User Guide¶
django-pgbulk comes with the following functions:
- Use pgbulk.upsert to do an
INSERT ON CONFLICTstatement. - Use pgbulk.update to do a bulk
UPDATEstatement. - Use pgbulk.copy to do a
COPY FROMstatement. - Use pgbulk.aupsert, pgbulk.aupdate, or pgbulk.acopy for async versions.
Below we show examples and advanced functionality.
Using pgbulk.upsert¶
pgbulk.upsert allows for updating or inserting rows atomically and returning results based on inserts or updates. Update fields, returned values, and ignoring unchanged rows can be configured.
See the Postgres INSERT docs for more information on how ON CONFLICT works.

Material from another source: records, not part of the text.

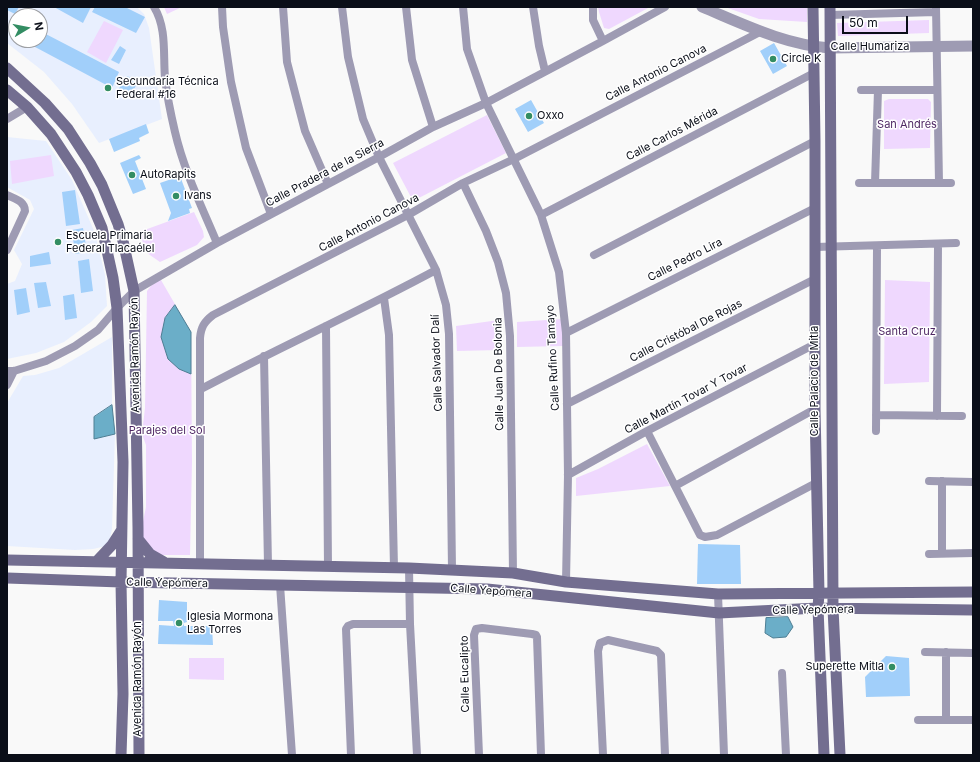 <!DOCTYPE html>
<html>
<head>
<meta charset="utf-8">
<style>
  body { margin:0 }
  #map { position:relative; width:980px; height:762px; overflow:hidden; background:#f9f9f9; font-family:Inter,sans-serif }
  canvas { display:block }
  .frame { position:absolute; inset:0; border:8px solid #0a0e18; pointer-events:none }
  .north { position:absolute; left:8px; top:8px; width:40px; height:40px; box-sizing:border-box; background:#fff; border:1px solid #9d9fa3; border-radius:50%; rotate:80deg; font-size:11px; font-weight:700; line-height:16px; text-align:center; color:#0a0e18 }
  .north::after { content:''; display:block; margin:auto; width:14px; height:18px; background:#338d63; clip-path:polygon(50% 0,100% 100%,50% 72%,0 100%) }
  .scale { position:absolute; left:842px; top:16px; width:66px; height:18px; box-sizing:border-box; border:2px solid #0a0e18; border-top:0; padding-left:5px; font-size:12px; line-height:14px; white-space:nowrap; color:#0a0e18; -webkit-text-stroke:3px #fff; paint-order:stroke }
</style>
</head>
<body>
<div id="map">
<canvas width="980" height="762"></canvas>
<div class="frame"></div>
<div class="north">N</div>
<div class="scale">50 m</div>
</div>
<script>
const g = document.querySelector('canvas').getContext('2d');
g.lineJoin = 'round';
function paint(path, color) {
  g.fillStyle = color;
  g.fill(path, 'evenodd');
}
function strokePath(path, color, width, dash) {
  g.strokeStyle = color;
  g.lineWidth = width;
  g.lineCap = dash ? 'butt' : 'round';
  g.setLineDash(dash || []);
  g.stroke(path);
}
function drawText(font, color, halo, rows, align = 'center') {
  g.font = font + ' Inter,sans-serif';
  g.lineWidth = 3;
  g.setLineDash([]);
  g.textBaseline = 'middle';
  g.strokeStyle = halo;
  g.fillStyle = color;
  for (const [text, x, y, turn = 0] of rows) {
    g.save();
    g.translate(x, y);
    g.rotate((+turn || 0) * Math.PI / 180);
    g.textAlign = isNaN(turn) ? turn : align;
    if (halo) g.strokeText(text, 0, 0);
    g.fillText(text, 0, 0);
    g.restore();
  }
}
const built = new Path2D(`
  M7 7H137L144 14 149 28 162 119 99 143 72 104 44 72 7 43ZM16 16H40V40H16Z
  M7 137 46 141 72 180 95 233 105 275 107 306 91 322 64 342 36 353 7 359V284L15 281 22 264 14 250 34 209 30 200 7 187Z
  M112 337V405L94 418V438L115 434 112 529 110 539 106 546 93 549 75 550 7 546V403L23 376 35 375 59 368Z`);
const green = new Path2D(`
  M164 7H182L167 14Z
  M598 7H650L609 29 604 28 599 12Z
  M725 7H807V22L759 19Z
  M929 20V33L838 36 837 23Z
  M104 21 123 30 106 63 87 52Z
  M889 99H928L931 102 930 148 884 149V101Z
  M487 115 506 153 413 201 393 163Z
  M51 155 54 176 12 184 10 161Z
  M194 212 203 231 204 237 197 245 160 262 147 253 139 232Z
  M161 280 191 332 192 462 190 555H158L144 544 141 531 146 507V445L142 434 145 408 147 291 154 282Z
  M885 280 930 282 929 382 884 384Z
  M562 319 563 346 517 347V322Z
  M499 320 500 350 457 351 456 326Z
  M647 444 670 486 576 496V478L598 469Z
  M189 658H224V680L189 679Z`);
const water = new Path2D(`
  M175 305 191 332V374L179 369 168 359 161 337 165 318Z
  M112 405 115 434 94 439V417Z
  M788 617 793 627 786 637 773 638 765 633 766 618Z`);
const building = new Path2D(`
  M7 7H19L15 14 7 10Z
  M54 7H91L83 23Z
  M95 7H125L145 17 136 33 92 12Z
  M40 31 119 72 112 88 22 40H40Z
  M774 43 787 66 773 74 760 51Z
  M120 46 126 50 119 64 111 60Z
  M127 76 138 81 131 96 118 90Z
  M531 100 544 123 528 132 515 109Z
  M146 124 149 133 139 138 140 141 114 152 109 139Z
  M139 155 141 158 135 161 146 189 133 194 120 163Z
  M180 176 192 208 189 209 190 213 168 221 171 213 160 183Z
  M75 190 80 224 66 226 62 192Z
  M83 228 87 252 75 254 72 230Z
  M49 252 51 264 30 267V256Z
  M89 259 93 291 81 293 78 261Z
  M46 282 51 306 38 308 34 283Z
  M26 288 30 312 17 315 14 290Z
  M74 294 77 318 65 320 63 296Z
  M698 544 740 545 741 584H697Z
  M159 600 187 602V622L184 623V626H212L213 645 158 644 159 625 174 626 173 621H158Z
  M886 656 909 658 910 696 866 697 865 677Z`);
const minor = new Path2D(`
  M154 7C167 28 163 55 165 78 167 96 171 115 175 132 184 171 202 207 217 243
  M222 7 223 27 231 82 246 148 271 214
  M283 7 287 62 305 131 328 184
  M342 7 348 57 363 119 379 157 436 270 446 305 449 334 452 570
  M406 7 412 60 433 127
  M463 7 467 49 486 103 541 215 559 272 566 333 568 475 566 582
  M533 7 539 46 545 71
  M593 7V20L603 41
  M936 7 939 183
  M830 15 936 12
  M861 90H937
  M7 119 27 107
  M463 183 486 231 498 262 506 293 510 336 513 573
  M859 183H951
  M875 183 878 90
  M7 195C15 199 25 201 25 211L7 250
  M541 215 814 73
  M815 247 956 243
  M594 255 815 141
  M384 298 389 335 394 568
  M326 326 328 567
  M566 333 815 208
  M264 356 268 565
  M7 371H14L46 361 75 346 98 330 117 308 134 291 217 243 379 157 433 127 486 103 603 41 665 7
  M7 385 14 371
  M201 389C278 348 358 312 436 270
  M567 404 815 279
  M876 415 962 416
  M937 416 938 244
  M647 431 700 535 705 537 717 535 816 483
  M876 431 877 246
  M568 475 647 431 815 344
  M929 481 973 482
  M675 486 815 409
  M942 553V481
  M929 554 973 553
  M200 565V338C201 327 204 322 213 315L408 215 463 183 514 159 760 32
  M409 568 410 624 417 755
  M280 585 292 755
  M718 594 724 755
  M925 652 973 653
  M782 673 786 755
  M918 720H973
  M946 720V652
  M351 755 346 629 348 626 353 624H410
  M479 755 474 635 476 629 482 628 532 634 536 635 537 637 541 755
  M603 755 598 651 600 643 608 640 657 651 661 655 665 755`);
const tertiary = new Path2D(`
  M702 7C743 24 785 45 830 48L973 46`);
const secondary = new Path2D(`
  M813 7 815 141V409L819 593 818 608 824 755
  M830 7 833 608 840 755
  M7 68 45 103 68 129 90 163 102 185 118 224 123 241 134 291 138 528 139 755
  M7 90 27 107 51 134 76 172 88 195 102 228 113 278 117 308 123 462 121 582 123 694 121 755
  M138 539 150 554 164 562
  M7 560 409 568 513 573 566 582 718 594 973 592
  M96 562 112 545 121 531
  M7 578 121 582 487 589 719 613 818 608 973 610`);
const markers = [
  [773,59,4,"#338d63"],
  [108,88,4,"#338d63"],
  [529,116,4,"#338d63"],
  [132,175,4,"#338d63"],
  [176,196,4,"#338d63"],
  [58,242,4,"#338d63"],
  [179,623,4,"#338d63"],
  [892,667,4,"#338d63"]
];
const streetNames = [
  ["Calle Humariza",870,47],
  ["Calle Antonio Canova",656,73,-27],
  ["Calle Carlos Mérida",672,134,-28],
  ["Calle Pradera de la Sierra",325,173,-28],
  ["Calle Antonio Canova",369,223,-28],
  ["Calle Pedro Lira",685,260,-27],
  ["Calle Cristóbal De Rojas",686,331,-27],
  ["Avenida Ramón Rayón",135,355,-91],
  ["Calle Rufino Tamayo",553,358,-93],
  ["Calle Salvador Dalí",437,363,-92],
  ["Calle Juan De Bolonia",499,374,-91],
  ["Calle Palacio de Mitla",815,381,-90],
  ["Calle Martín Tovar Y Tovar",686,399,-28],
  ["Calle Yepómera",167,583,1],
  ["Calle Yepómera",491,591,4],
  ["Calle Yepómera",813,610,-1],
  ["Calle Eucalipto",465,674,-91],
  ["Avenida Ramón Rayón",138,679,-90]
];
const poiNames = [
  ["Circle K",781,59],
  ["Secundaria Técnica",116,82],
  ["Federal #16",116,95],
  ["Oxxo",537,116],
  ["AutoRapits",140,175],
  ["Ivans",184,196],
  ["Escuela Primaria",66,236],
  ["Federal Tlacaélel",66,249],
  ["Iglesia Mormona",187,617],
  ["Las Torres",187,630],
  ["Superette Mitla",884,667,"right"]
];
const parkNames = [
  ["San Andrés",907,125],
  ["Santa Cruz",907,332],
  ["Parajes del Sol",167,431]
];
paint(built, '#e8effe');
paint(green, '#efd8fe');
paint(water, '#6baec8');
strokePath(water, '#4e7e93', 1);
paint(building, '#a1cffa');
strokePath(minor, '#9e9bb3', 8);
strokePath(tertiary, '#9e9bb3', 11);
strokePath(secondary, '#736e90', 11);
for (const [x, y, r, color] of markers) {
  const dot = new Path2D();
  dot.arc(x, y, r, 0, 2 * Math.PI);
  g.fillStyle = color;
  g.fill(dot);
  strokePath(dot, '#fff', 1.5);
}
drawText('11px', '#0a0e18', '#fff', streetNames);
drawText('11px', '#0a0e18', '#fff', poiNames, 'left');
drawText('11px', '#502965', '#fff', parkNames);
</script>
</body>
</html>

A basic bulk upsert on a model¶
import pgbulk
pgbulk.upsert(
MyModel,
[
MyModel(int_field=1, some_attr="some_val1"),
MyModel(int_field=2, some_attr="some_val2"),
],
# These are the fields that identify the uniqueness constraint.
["int_field"],
# These are the fields that will be updated if the row already
# exists. If not provided, all fields will be updated
["some_attr"]
)
Return the results of an upsert¶
results = pgbulk.upsert(
MyModel,
[
MyModel(int_field=1, some_attr="some_val1"),
MyModel(int_field=2, some_attr="some_val2"),
],
["int_field"],
["some_attr"],
# `True` will return all columns. One can also explicitly
# list which columns will be returned
returning=True
)
# Print which results were created
print(results.created)
# Print which results were updated.
# By default, if an update results in no changes, it will not
# be updated and will not be returned.
print(results.updated)
Use an expression for updates¶
In this example, we increment some_int_field by one whenever an update happens. Otherwise it defaults to zero:
pgbulk.upsert(
MyModel,
[
MyModel(some_int_field=0, some_key="a"),
MyModel(some_int_field=0, some_key="b")
],
["some_key"],
[
# Use UpdateField to specify an expression for the update.
pgbulk.UpdateField(
"some_int_field",
expression=models.F("some_int_field") + 1
)
],
)
Ignore updates to unchanged rows¶
pgbulk.upsert(
MyModel,
[
MyModel(int_field=1, some_attr="some_val1"),
MyModel(int_field=2, some_attr="some_val2"),
],
["int_field"],
["some_attr"],
ignore_unchanged=True
)
Warning
Triggers and auto-generated fields not in the update won't be applied. Unchanged rows also won't be returned if using returning=True.
Using pgbulk.update¶
pgbulk.update issues updates to multiple rows with an UPDATE SET ... FROM VALUES statement. Update fields, returned values, and ignoring unchanged rows can be configured.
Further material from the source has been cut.